Los hombres obedecieron a regañadientes.

El líder del enemigo estaba muy disgustado. Enfadado, ordenó a gritos otro ataque. No cambió nada. Sus jinetes se retiraron sin haber causado ni una baja, además de haber desperdiciado casi todas las flechas. Cuando se retiraban, los romanos empezaron a golpear los escudos con las empuñaduras de las espadas, riéndose del enemigo.

Seguían sin dejarlos llegar al vado y los sogdianos no tenían recua de camellos para reponer las flechas.

Había llegado el momento de que actuara la caballería pesada. El sogdiano gritó órdenes a los guerreros con armadura que le rodeaban y, a continuación, a los arqueros. Se bajaron la visera, desenvainaron la espada curva y levantaron el escudo.

Darius estaba preocupado. Aquello era lo que había acabado con los soldados de Craso. Sin embargo, en los ojos de Romulus y de Brennus no se vislumbraba ninguna duda. El entrenamiento continuado que los hombres habían realizado dirigidos por el etrusco estaba a punto de dar sus frutos.

Con la intención de atacar directamente desde el río, los jinetes con armadura formaron una gran cuña y se lanzaron a la carga, seguidos de todo el contingente.

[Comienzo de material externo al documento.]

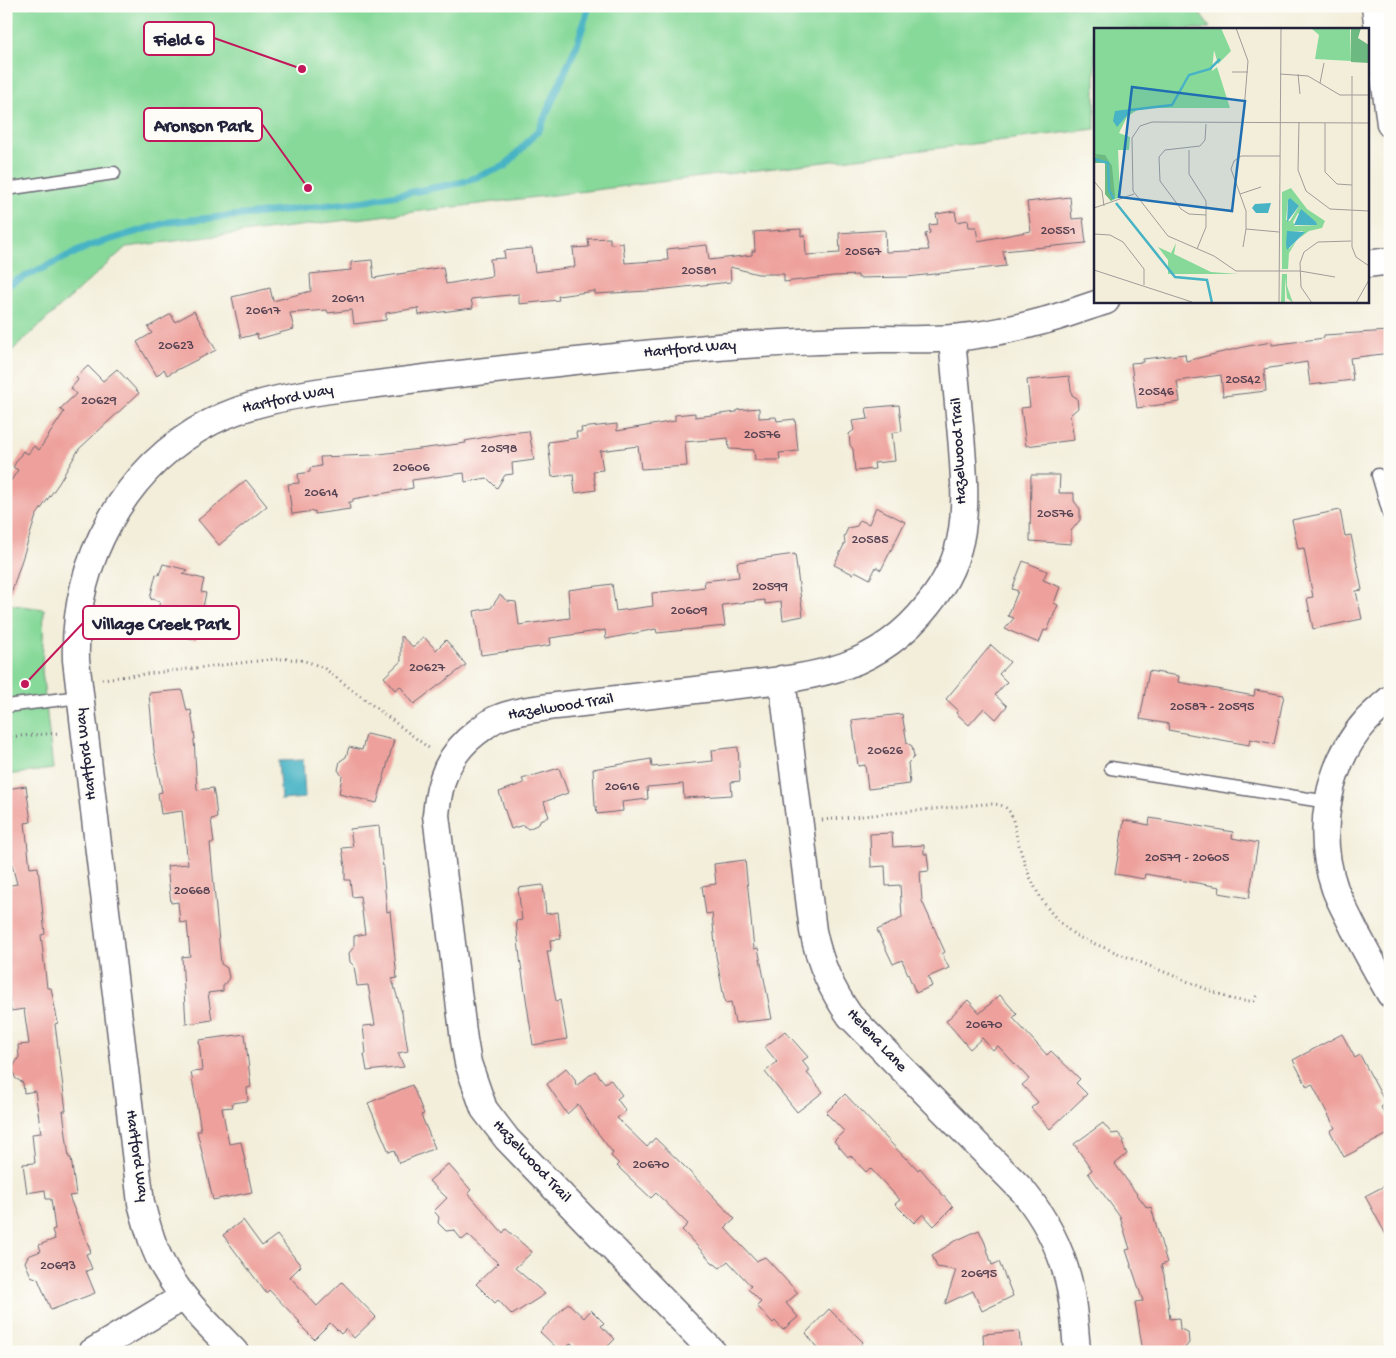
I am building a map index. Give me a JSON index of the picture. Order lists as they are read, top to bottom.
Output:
{
  "streets": {
    "street": ["Hartford Way", "Hazelwood Trail", "Helena Lane"]
  },
  "crossings": [
    ["Hartford Way", "Hazelwood Trail"],
    ["Hazelwood Trail", "Helena Lane"]
  ],
  "places": ["Field 6", "Aronson Park", "Village Creek Park"],
  "house_numbers": [
    "20551",
    "20567",
    "20581",
    "20611",
    "20617",
    "20623",
    "20542",
    "20546",
    "20629",
    "20576",
    "20598",
    "20606",
    "20614",
    "20576",
    "20585",
    "20599",
    "20609",
    "20627",
    "20587 - 20595",
    "20626",
    "20616",
    "20579 - 20605",
    "20668",
    "20670",
    "20670",
    "20693",
    "20695"
  ]
}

Tarquinius y Pacorus estaban preparados.

Romulus observó que todos los testudos se deshacían con facilidad. Ambos flancos se adelantaron y formaron una curva. De cada cohorte sobresalían cuatro filas de lanzas largas, que formaban un seto de afilado metal. Los hombres que estaban detrás prepararon las jabalinas para recibir a los atacantes. El planteamiento poco tenía que ver con las tácticas romanas habituales.

Los sogdianos nunca habían luchado contra una formación tan cerrada y disciplinada. Todos los enemigos que no habían huido tras una o dos descargas siempre lo hacían antes una carga de caballería. Los jinetes ignoraron la respuesta romana y se lanzaron gritando contra los cuadrados protegidos por escudos. Se levantaron densas nubes de polvo, las monturas resoplaban por el esfuerzo y la tierra tembló.

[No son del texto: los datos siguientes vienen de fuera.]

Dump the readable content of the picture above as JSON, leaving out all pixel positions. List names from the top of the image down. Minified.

—Los caballos no pasarán por ahí —comentó Brennus, señalando la densa red de metal y madera—. Son demasiado inteligentes.

—Ese arúspice es un genio —exclamó Darius cuando se dio cuenta de lo que estaba a punto de suceder—. Carrhae hubiese tenido un final diferente si vuestro general le hubiese escuchado.

—Nunca tuvo oportunidad de escucharlo, señor —contestó Romulus con pesar—. Entonces Tarquinius era un simple soldado.

—Y ahora lucha por nosotros. ¡Debemos dar gracias a los dioses!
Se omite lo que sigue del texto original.